The Maize Microarray Annotation Database will assist users of the Agilent-016047 maize microarray in (i) refining gene lists for global expression analysis, and (ii) confirming the annotation of candidate genes before functional studies.
微阵列技术在过去的十五年中已经成熟,成为一种具有成本效益的解决方案,具有既定的数据分析协议,可用于全球基因表达谱分析。Agilent-016047 玉米 44 K 微阵列是根据 EST 序列定制的,但只有具有 EST 访问号的报告序列是公开可用的。目前还缺乏以下信息:(a)报告基因模型匹配,(b)每个基因模型的报告数量,(c)潜在的交叉杂交,(d)报告的正反义方向,(e)报告在 B73 基因组序列上的位置(用于 eQTL 研究),以及(f)报告基因的功能注释。为了解决这个问题,我们开发了一种对 Agilent-016047 玉米微阵列进行注释的策略,并构建了一个可公开访问的注释数据库。
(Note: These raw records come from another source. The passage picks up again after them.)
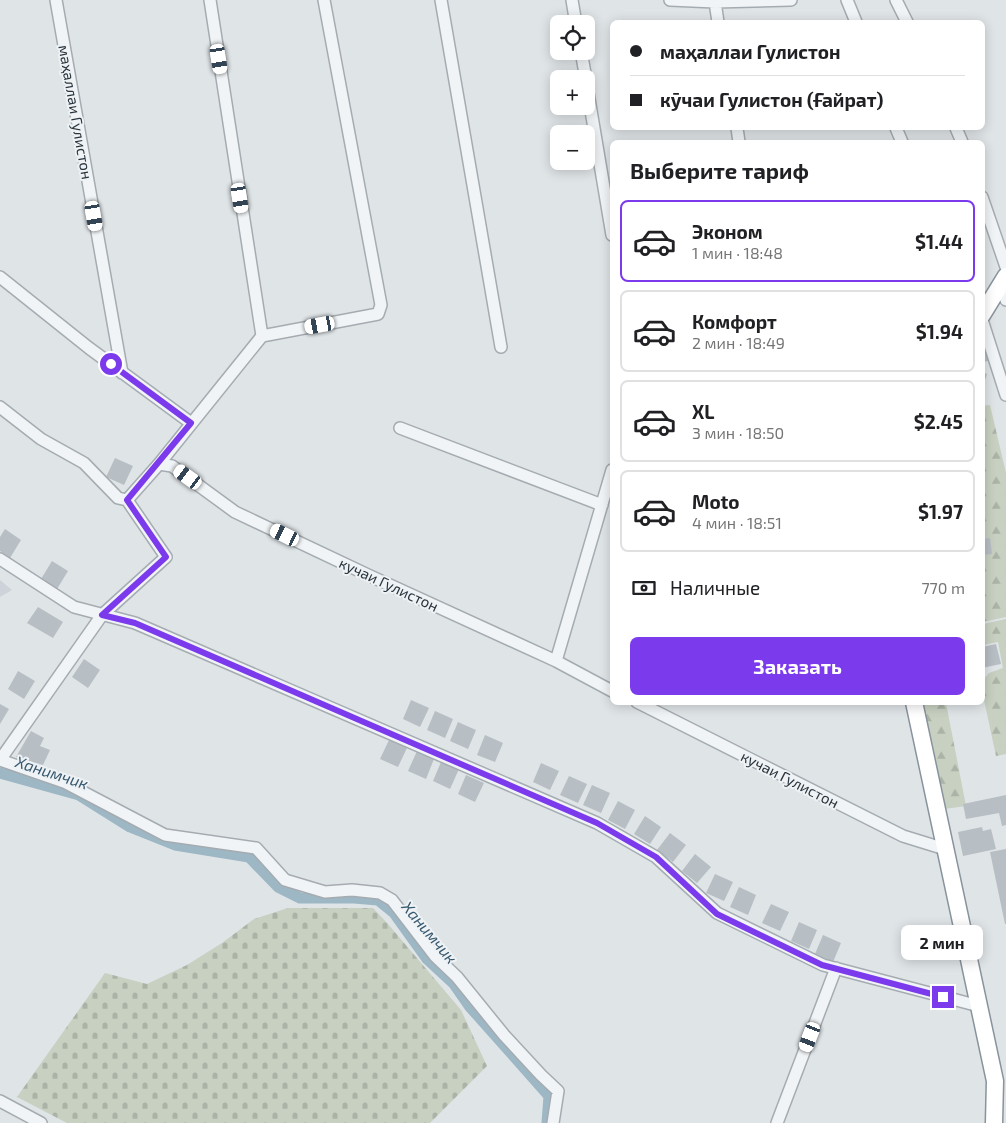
<!DOCTYPE html>
<html lang="ru">
<head>
<meta charset="utf-8">
<style>
  :root { --surface:#fff; --page:#f6f6f6; --text:#202124; --muted:#757577; --line:#e0e0e0; --accent:#7c3aed }
  body { margin:0; font-family:"Exo 2",sans-serif; background:var(--page); color:var(--text); height:100vh; display:flex; flex-direction:column; font-size:19px; white-space:nowrap }
  * { box-sizing:border-box; margin:0 }
  p { font-size:16px; color:var(--muted) }
  .icon { flex:none; width:28px; height:28px; fill:none; stroke:currentColor; stroke-width:2; stroke-linecap:round; stroke-linejoin:round }
  .map { position:relative; flex:1; overflow:hidden }
  .drawer { position:absolute; left:610px; top:140px; width:375px; height:565px; display:flex; flex-direction:column; background:var(--surface); border-radius:8px; box-shadow:0 2px 12px #0003 }
  .drawer>* { flex:none }
  .hud { position:absolute; left:610px; top:20px; width:375px; height:110px; border-radius:8px; box-shadow:0 2px 12px #0003; display:grid; align-content:center; height:110px; padding:0 20px; background:var(--surface) }
  .buttons { position:absolute; left:550px; top:15px; display:grid; gap:10px }
  .buttons a { display:grid; place-items:center; width:45px; height:45px; border-radius:8px; background:var(--surface); box-shadow:0 2px 12px #0003; font-size:25px }
  .end { position:absolute; width:22px; height:22px; margin:-11px; border:6px solid #7c3aed; background:#fff; box-shadow:0 0 0 2px #fff }
  .from { border-radius:50% }
  .bubble { position:absolute; height:35px; border-radius:8px; background:var(--surface); box-shadow:0 2px 12px #0003; font-size:16px; font-weight:700; line-height:35px; text-align:center }
  .car { position:absolute; width:15px; height:30px; margin:-15px -8px; border-radius:6px; box-shadow:0 0 4px 1px #0007; background:linear-gradient(#fff 24%,#345 0 40%,#fff 0 76%,#345 0 86%,#fff 0) }
  .hud b { display:flex; align-items:center; gap:18px; height:48px; font-size:19px }
  .hud b+b { border-top:1px solid var(--line) }
  .hud i { width:12px; height:12px; background:var(--text) }
  ul { padding:0; list-style:none }
  li { display:flex; align-items:center; gap:15px; height:82px; margin:0 10px 8px; padding:0 10px; border:2px solid var(--line); border-radius:8px }
  li div { flex:1 }
  li b { display:block; font-size:19px }
  li em { font-style:normal; font-weight:700 }
  li.selected { border-color:var(--accent) }
  li>.icon { width:45px; height:45px; stroke-width:1.5 }
  h2 { padding:0 20px; font-size:22px; line-height:60px }
  .pay { display:flex; align-items:center; gap:12px; height:55px; padding:0 20px; font-size:19px }
  .pay p { margin-inline-start:auto }
  .primary-button { display:flex; gap:10px; margin-top:auto; padding:10px 20px }
  .primary-button a { flex:1; height:58px; border-radius:8px; background:var(--accent); color:#fff; font-size:20px; font-weight:700; line-height:58px; text-align:center }
  .map>svg:first-child { display:block }
  .built { fill:#cdd3d9 }
  .forest { fill:url(#forest-firs) }
  .cemetery { fill:url(#cemetery-stones) }
  .lines { fill:none; stroke-linecap:round; stroke-linejoin:round }
  .canal { stroke:#9db7c5; stroke-width:11 }
  .building { fill:#b7bec4 }
  .minor-casing { stroke:#a5acb1; stroke-width:14 }
  .highway-casing { stroke:#88939d; stroke-width:19 }
  .minor { stroke:#f1f4f6; stroke-width:11 }
  .highway { stroke:#fff; stroke-width:16 }
  .route { stroke:#7c3aed; stroke-width:6 }
  .labels { text-anchor:middle; dominant-baseline:central; stroke-width:4; stroke-linejoin:round; paint-order:stroke }
  .street-label { font-size:15px; fill:#29343d; stroke:#eef2f5 }
  .water-label { font-size:16px; font-style:italic; fill:#37586e; stroke:#eef2f5 }
</style>
</head>
<body>
<div class="map">
<svg width="1006" height="1123" viewBox="0 0 1006 1123">
  <defs>
    <pattern id="forest-firs" width="22" height="20" patternUnits="userSpaceOnUse" patternTransform="scale(1.25)"><rect width="22" height="20" fill="#c7d0c1"/><path d="M5 1l3.5 6h-7zM16 11l3.5 6h-7z" fill="#abb3a7"/></pattern>
    <pattern id="cemetery-stones" width="16" height="16" patternUnits="userSpaceOnUse" patternTransform="scale(1.25)"><rect width="16" height="16" fill="#c7d0c1"/><path d="M2 7V4a2 2 0 0 1 4 0v3zM10 15v-3a2 2 0 0 1 4 0v3z" fill="#abb3a7"/></pattern>
  </defs>
  <rect width="100%" height="100%" fill="#dfe4e7"/>
  <path class="built" d="M0,580L12,590L0,597Z"/>
  <path class="forest" d="M990,405L1006,473V617L983,622L982,406Z
    M1006,619V754L996,756L984,700L983,680L989,673L1003,668L998,642L983,645V624Z
    M922,703H946L966,806L944,809Z"/>
  <path class="cemetery" d="M288,908H373L388,924L461,1010L487,1066L430,1123H67L17,1097L105,973L147,984L187,965L222,943L254,919Z"/>
  <g class="lines">
    <path class="canal" d="M0,773L79,795L130,827L175,845L249,857L278,887L300,898H354L378,900L394,913L427,959L454,984L470,1007L549,1096L547,1123"/>
  </g>
  <path class="building" d="M982,338L990,360L982,363Z
    M982,372L987,374L983,386H982Z
    M115,458L133,466L124,485L106,477Z
    M5,529L21,540L10,558L0,551V537Z
    M990,538L992,554L982,555V539Z
    M52,561L68,571L57,589L41,579Z
    M38,607L63,622L53,638L27,623Z
    M996,644L1001,664L982,668V647Z
    M84,659L100,670L88,688L72,677Z
    M18,671L35,681L24,699L8,689Z
    M411,700L429,708L420,727L403,719Z
    M0,704L9,709L0,724Z
    M435,711L453,719L445,738L427,730Z
    M458,722L476,730L468,749L450,741Z
    M31,731L44,738L40,746L50,750L43,765L16,757Z
    M485,735L503,743L495,762L477,755Z
    M389,740L407,748L398,767L380,759Z
    M417,751L434,759L426,779L408,771Z
    M441,762L459,769L450,789L433,781Z
    M541,763L559,771L550,790L533,782Z
    M466,775L484,783L475,802L458,794Z
    M569,776L587,784L578,803L560,795Z
    M592,785L610,793L601,813L583,805Z
    M1006,795V825L1002,826L999,813L966,819L963,804Z
    M618,801L635,810L625,829L608,820Z
    M645,816L661,827L650,844L634,834Z
    M982,827L983,831L991,829L996,849L963,856L958,832Z
    M670,833L686,845L673,862L657,850Z
    M1006,849V924H1005L990,852Z
    M695,854L711,867L697,883L682,871Z
    M715,874L733,882L724,901L706,893Z
    M739,887L756,895L748,915L730,907Z
    M771,904L789,912L780,931L762,923Z
    M799,922L817,930L809,949L791,941Z
    M823,935L841,943L833,962L815,954Z"/>
  <g class="lines">
    <g class="minor-casing">
      <path id="minor" d="M56,0L122,373
        M441,0L501,347
        M572,0L576,24
        M670,0L715,2L791,0
        M847,0L856,22
        M896,0L907,22
        M715,2L718,22
        M581,51L586,79
        M586,81L612,235
        M737,128L739,142
        M896,128L902,142
        M956,128L962,142
        M982,197L1006,267
        M0,277L89,348L191,423
        M1001,284L1006,300
        M982,320L1006,395
        M262,336L378,314L381,305L324,0
        M0,407L41,439L84,463L118,498L127,500L159,464L172,466L235,512L368,575L556,661L612,691
        M400,428L602,505
        M159,464L262,336L210,0
        M0,559L74,607L135,623L597,823L656,857L717,913L823,965L979,1006
        M556,661L612,470
        M637,702L903,836L945,849
        M0,760L64,782L165,835L256,848L285,880L325,892L352,890L380,893L392,900L435,956L457,977L504,1035L541,1075L558,1091L553,1123
        M0,760L102,615L166,557L127,500
        M0,1101L41,1123
        M777,1123L836,968"/>
    </g>
    <g class="highway-casing">
      <path id="highway" d="M982,315L1006,276
        M914,702L995,1081L994,1123"/>
    </g>
    <use href="#minor" class="minor"/>
    <use href="#highway" class="highway"/>
  </g>
  <g class="lines">
    <path class="route" d="M111,364L191,423L127,500L166,557L102,615L135,623L597,823L656,857L717,914L822,965L943,997"/>
  </g>
  <g class="labels">
    <g class="street-label">
      <text transform="translate(76 112) rotate(80)">маҳаллаи Гулистон</text>
      <text transform="translate(389 584) rotate(25)">кучаи Гулистон</text>
      <text transform="translate(790 779) rotate(27)">кучаи Гулистон</text>
    </g>
    <g class="water-label">
      <text transform="translate(52 772) rotate(18)">Ханимчик</text>
      <text transform="translate(430 932) rotate(50)">Ханимчик</text>
    </g>
  </g>
</svg>
<div class="buttons">
<a><svg class="icon" aria-label="locate" viewBox="0 0 24 24"><circle cx="12" cy="12" r="6"/><path d="M12 2v4M12 18v4M2 12h4M18 12h4"/></svg></a>
<a>+</a>
<a>−</a>
</div>
<i class="end from" style="left:111px;top:364px"></i>
<i class="end" style="left:943px;top:997px"></i>
<div class="bubble" style="left:901px;top:925px;width:82px">2 мин</div>
<i class="car" style="left:219px;top:59px;rotate:171deg"></i>
<i class="car" style="left:240px;top:198px;rotate:171deg"></i>
<i class="car" style="left:94px;top:216px;rotate:170deg"></i>
<i class="car" style="left:320px;top:325px;rotate:260deg"></i>
<i class="car" style="left:188px;top:477px;rotate:306deg"></i>
<i class="car" style="left:285px;top:535px;rotate:296deg"></i>
<i class="car" style="left:810px;top:1037px;rotate:201deg"></i>
<div class="hud">
<b><i class="from"></i>маҳаллаи Гулистон</b>
<b><i></i>кӯчаи Гулистон (Ғайрат)</b>
</div>
<section class="drawer">
<h2>Выберите тариф</h2>
<ul>
<li class="selected"><svg class="icon" aria-label="car" viewBox="0 0 24 24"><path d="M5 17H2v-5l4-1 3-4h7l3 4 3 1v5h-3M9 17h6M6 11h13"/><circle cx="7" cy="17" r="2"/><circle cx="17" cy="17" r="2"/></svg><div><b>Эконом</b><p>1 мин · 18:48</p></div><em>$1.44</em></li>
<li><svg class="icon" aria-label="car" viewBox="0 0 24 24"><path d="M5 17H2v-5l4-1 3-4h7l3 4 3 1v5h-3M9 17h6M6 11h13"/><circle cx="7" cy="17" r="2"/><circle cx="17" cy="17" r="2"/></svg><div><b>Комфорт</b><p>2 мин · 18:49</p></div><em>$1.94</em></li>
<li><svg class="icon" aria-label="car" viewBox="0 0 24 24"><path d="M5 17H2v-5l4-1 3-4h7l3 4 3 1v5h-3M9 17h6M6 11h13"/><circle cx="7" cy="17" r="2"/><circle cx="17" cy="17" r="2"/></svg><div><b>XL</b><p>3 мин · 18:50</p></div><em>$2.45</em></li>
<li><svg class="icon" aria-label="car" viewBox="0 0 24 24"><path d="M5 17H2v-5l4-1 3-4h7l3 4 3 1v5h-3M9 17h6M6 11h13"/><circle cx="7" cy="17" r="2"/><circle cx="17" cy="17" r="2"/></svg><div><b>Moto</b><p>4 мин · 18:51</p></div><em>$1.97</em></li>
</ul>
<div class="pay"><svg class="icon" aria-label="cash" viewBox="0 0 24 24"><path d="M3 7h18v10H3z"/><circle cx="12" cy="12" r="2"/></svg>Наличные<p>770 m</p></div>
<div class="primary-button"><a>Заказать</a></div>
</section>
</div>
</body>
</html>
Agilent-016047 玉米微阵列上 42034 个报告的基因组注释是基于 60 -mer 报告序列及其相应的 EST 与玉米 B73 RefGen v2“工作基因集”(WGS)预测转录本和基因组序列的 BLASTN 结果。EST、WGS 转录本和 gDNA BLASTN 结果之间的一致性用于将报告分为六个基因组注释组。这些注释组是:(i)“基于有义基因模型的注释”(23668 个报告),(ii)“基于反义基因模型的注释”(4330 个),(iii)“基于 gDNA 的注释,没有 WGS 转录本命中”(1549 个),(iv)“基于 EST 的注释,在这种情况下,设计报告的 EST 而不是报告本身有 WGS 转录本命中”(3390 个),(v)“模糊注释”(2608 个)和 (vi)“不确定注释”(6489 个)。通过对相应的 WGS 转录本与 GenBank 的 BLASTX 和 Blast2GO 分析,获得报告的功能注释。注释可在玉米微阵列注释数据库 http://MaizeArrayAnnot.bi.up.ac.za/ 中获得,也可通过可上传到 MaizeGDB 基因组浏览器作为自定义轨道的 GBrowse 注释文件获得。该数据库用于重新注释使用 Agilent-016047 玉米微阵列发表的案例研究中报告的差异表达基因列表。每个列表中多达 85%的报告可以通过单个基因模型进行有信心的注释,但多达 10%的报告具有模糊的注释。总体而言,超过 57%的报告在不同的组织(如花药和叶片)中产生了可测量的信号。
玉米微阵列注释数据库将帮助 Agilent-016047 玉米微阵列的用户(i)改进用于全局表达分析的基因列表,以及(ii)在进行功能研究之前确认候选基因的注释。